◆ **The task**:
Every line below must come back exactly as it stands, with the images omitted.

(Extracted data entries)
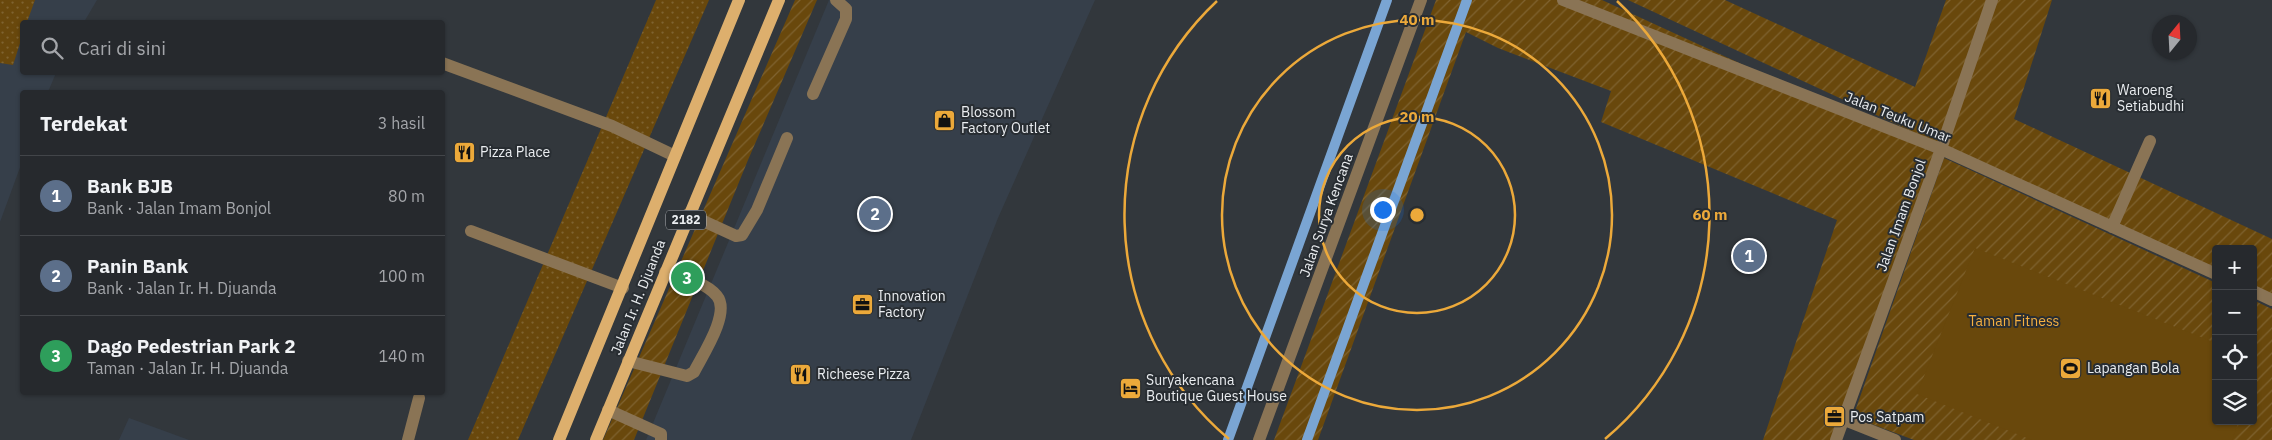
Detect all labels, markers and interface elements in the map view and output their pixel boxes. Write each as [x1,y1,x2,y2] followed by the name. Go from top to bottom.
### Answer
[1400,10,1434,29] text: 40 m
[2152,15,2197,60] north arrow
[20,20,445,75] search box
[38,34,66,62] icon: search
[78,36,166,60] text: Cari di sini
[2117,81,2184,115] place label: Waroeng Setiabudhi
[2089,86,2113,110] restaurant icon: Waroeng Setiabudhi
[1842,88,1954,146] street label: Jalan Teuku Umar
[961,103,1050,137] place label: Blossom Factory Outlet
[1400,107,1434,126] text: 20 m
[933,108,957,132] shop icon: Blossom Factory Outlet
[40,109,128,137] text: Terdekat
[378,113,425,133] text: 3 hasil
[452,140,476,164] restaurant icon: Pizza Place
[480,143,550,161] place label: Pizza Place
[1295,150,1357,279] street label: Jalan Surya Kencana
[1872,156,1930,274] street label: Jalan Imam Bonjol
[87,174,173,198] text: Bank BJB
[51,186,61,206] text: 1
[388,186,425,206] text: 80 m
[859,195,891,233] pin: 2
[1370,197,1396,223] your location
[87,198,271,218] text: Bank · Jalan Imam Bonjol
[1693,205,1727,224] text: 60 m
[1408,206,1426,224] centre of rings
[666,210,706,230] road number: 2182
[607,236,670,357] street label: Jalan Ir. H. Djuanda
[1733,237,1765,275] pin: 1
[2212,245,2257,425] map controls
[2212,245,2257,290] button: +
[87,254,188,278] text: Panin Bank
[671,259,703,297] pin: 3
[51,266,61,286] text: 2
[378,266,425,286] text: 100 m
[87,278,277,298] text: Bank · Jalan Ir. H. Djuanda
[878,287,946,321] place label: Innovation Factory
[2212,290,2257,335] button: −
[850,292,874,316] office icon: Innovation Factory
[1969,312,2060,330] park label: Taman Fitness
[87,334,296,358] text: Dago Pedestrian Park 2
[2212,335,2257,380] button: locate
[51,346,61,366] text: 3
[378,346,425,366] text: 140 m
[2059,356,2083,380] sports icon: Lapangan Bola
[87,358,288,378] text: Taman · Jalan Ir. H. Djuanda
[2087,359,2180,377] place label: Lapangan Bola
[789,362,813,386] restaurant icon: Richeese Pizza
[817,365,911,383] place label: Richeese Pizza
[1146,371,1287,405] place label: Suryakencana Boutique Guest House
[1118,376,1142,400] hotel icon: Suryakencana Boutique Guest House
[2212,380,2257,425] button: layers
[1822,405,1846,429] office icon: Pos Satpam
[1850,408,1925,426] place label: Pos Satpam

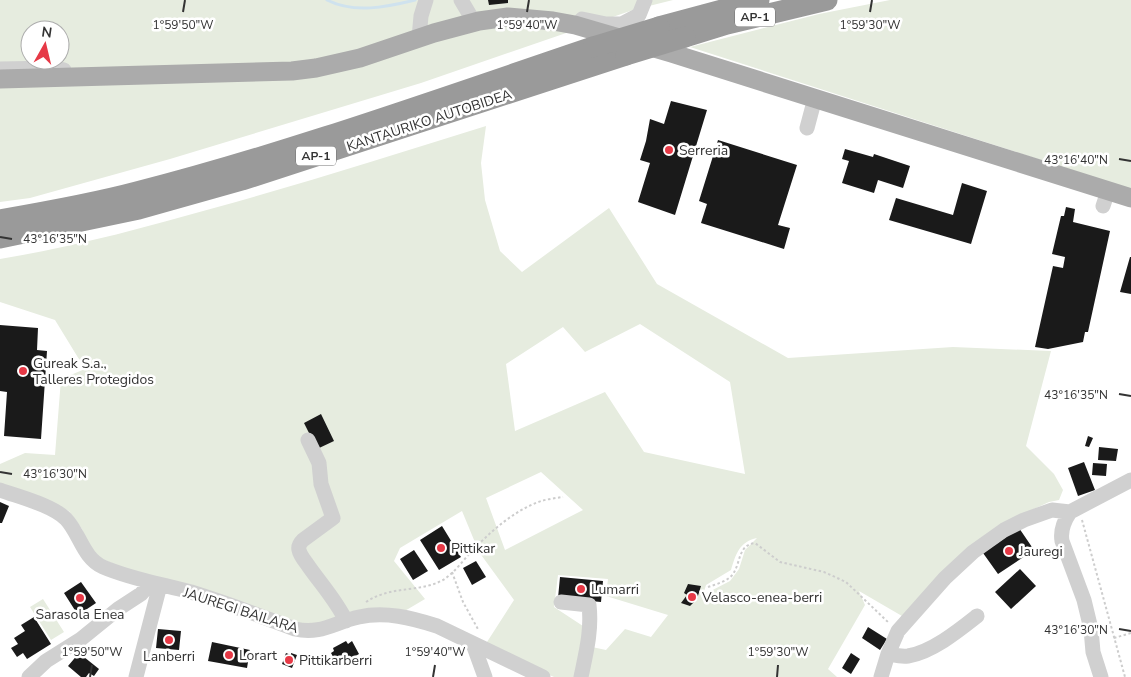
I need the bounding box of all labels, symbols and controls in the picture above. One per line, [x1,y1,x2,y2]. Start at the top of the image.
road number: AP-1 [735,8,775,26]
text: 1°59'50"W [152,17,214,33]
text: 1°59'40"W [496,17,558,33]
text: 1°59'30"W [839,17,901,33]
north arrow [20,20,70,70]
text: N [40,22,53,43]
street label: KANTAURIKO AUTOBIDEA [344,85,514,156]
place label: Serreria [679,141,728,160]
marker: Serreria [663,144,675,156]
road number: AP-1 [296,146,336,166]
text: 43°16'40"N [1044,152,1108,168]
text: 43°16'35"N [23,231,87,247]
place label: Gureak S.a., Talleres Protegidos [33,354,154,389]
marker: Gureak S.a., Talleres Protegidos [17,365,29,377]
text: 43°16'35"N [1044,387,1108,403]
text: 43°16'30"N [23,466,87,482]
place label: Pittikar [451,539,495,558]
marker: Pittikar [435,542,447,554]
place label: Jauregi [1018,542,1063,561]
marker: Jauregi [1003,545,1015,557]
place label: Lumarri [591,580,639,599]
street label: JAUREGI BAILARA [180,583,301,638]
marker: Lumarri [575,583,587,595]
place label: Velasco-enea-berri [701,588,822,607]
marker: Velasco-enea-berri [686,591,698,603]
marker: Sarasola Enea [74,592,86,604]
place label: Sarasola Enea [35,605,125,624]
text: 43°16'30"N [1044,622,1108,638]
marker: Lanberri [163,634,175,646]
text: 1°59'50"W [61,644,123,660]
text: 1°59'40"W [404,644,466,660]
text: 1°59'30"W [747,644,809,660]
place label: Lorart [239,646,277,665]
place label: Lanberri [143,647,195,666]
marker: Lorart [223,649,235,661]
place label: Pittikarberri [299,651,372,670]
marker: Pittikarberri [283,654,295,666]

◆ **Response box**:
Detect all labels, markers and interface elements in the map view and output their pixel boxes. Write each as [x1,y1,x2,y2] followed by the name. Go from top to bottom.
### Answer
[1400,10,1434,29] text: 40 m
[2152,15,2197,60] north arrow
[20,20,445,75] search box
[38,34,66,62] icon: search
[78,36,166,60] text: Cari di sini
[2117,81,2184,115] place label: Waroeng Setiabudhi
[2089,86,2113,110] restaurant icon: Waroeng Setiabudhi
[1842,88,1954,146] street label: Jalan Teuku Umar
[961,103,1050,137] place label: Blossom Factory Outlet
[1400,107,1434,126] text: 20 m
[933,108,957,132] shop icon: Blossom Factory Outlet
[40,109,128,137] text: Terdekat
[378,113,425,133] text: 3 hasil
[452,140,476,164] restaurant icon: Pizza Place
[480,143,550,161] place label: Pizza Place
[1295,150,1357,279] street label: Jalan Surya Kencana
[1872,156,1930,274] street label: Jalan Imam Bonjol
[87,174,173,198] text: Bank BJB
[51,186,61,206] text: 1
[388,186,425,206] text: 80 m
[859,195,891,233] pin: 2
[1370,197,1396,223] your location
[87,198,271,218] text: Bank · Jalan Imam Bonjol
[1693,205,1727,224] text: 60 m
[1408,206,1426,224] centre of rings
[666,210,706,230] road number: 2182
[607,236,670,357] street label: Jalan Ir. H. Djuanda
[1733,237,1765,275] pin: 1
[2212,245,2257,425] map controls
[2212,245,2257,290] button: +
[87,254,188,278] text: Panin Bank
[671,259,703,297] pin: 3
[51,266,61,286] text: 2
[378,266,425,286] text: 100 m
[87,278,277,298] text: Bank · Jalan Ir. H. Djuanda
[878,287,946,321] place label: Innovation Factory
[2212,290,2257,335] button: −
[850,292,874,316] office icon: Innovation Factory
[1969,312,2060,330] park label: Taman Fitness
[87,334,296,358] text: Dago Pedestrian Park 2
[2212,335,2257,380] button: locate
[51,346,61,366] text: 3
[378,346,425,366] text: 140 m
[2059,356,2083,380] sports icon: Lapangan Bola
[87,358,288,378] text: Taman · Jalan Ir. H. Djuanda
[2087,359,2180,377] place label: Lapangan Bola
[789,362,813,386] restaurant icon: Richeese Pizza
[817,365,911,383] place label: Richeese Pizza
[1146,371,1287,405] place label: Suryakencana Boutique Guest House
[1118,376,1142,400] hotel icon: Suryakencana Boutique Guest House
[2212,380,2257,425] button: layers
[1822,405,1846,429] office icon: Pos Satpam
[1850,408,1925,426] place label: Pos Satpam

I need the bounding box of all labels, symbols and controls in the picture above. One per line, [x1,y1,x2,y2]. Start at the top of the image.
road number: AP-1 [735,8,775,26]
text: 1°59'50"W [152,17,214,33]
text: 1°59'40"W [496,17,558,33]
text: 1°59'30"W [839,17,901,33]
north arrow [20,20,70,70]
text: N [40,22,53,43]
street label: KANTAURIKO AUTOBIDEA [344,85,514,156]
place label: Serreria [679,141,728,160]
marker: Serreria [663,144,675,156]
road number: AP-1 [296,146,336,166]
text: 43°16'40"N [1044,152,1108,168]
text: 43°16'35"N [23,231,87,247]
place label: Gureak S.a., Talleres Protegidos [33,354,154,389]
marker: Gureak S.a., Talleres Protegidos [17,365,29,377]
text: 43°16'35"N [1044,387,1108,403]
text: 43°16'30"N [23,466,87,482]
place label: Pittikar [451,539,495,558]
marker: Pittikar [435,542,447,554]
place label: Jauregi [1018,542,1063,561]
marker: Jauregi [1003,545,1015,557]
place label: Lumarri [591,580,639,599]
street label: JAUREGI BAILARA [180,583,301,638]
marker: Lumarri [575,583,587,595]
place label: Velasco-enea-berri [701,588,822,607]
marker: Velasco-enea-berri [686,591,698,603]
marker: Sarasola Enea [74,592,86,604]
place label: Sarasola Enea [35,605,125,624]
text: 43°16'30"N [1044,622,1108,638]
marker: Lanberri [163,634,175,646]
text: 1°59'50"W [61,644,123,660]
text: 1°59'40"W [404,644,466,660]
text: 1°59'30"W [747,644,809,660]
place label: Lorart [239,646,277,665]
place label: Lanberri [143,647,195,666]
marker: Lorart [223,649,235,661]
place label: Pittikarberri [299,651,372,670]
marker: Pittikarberri [283,654,295,666]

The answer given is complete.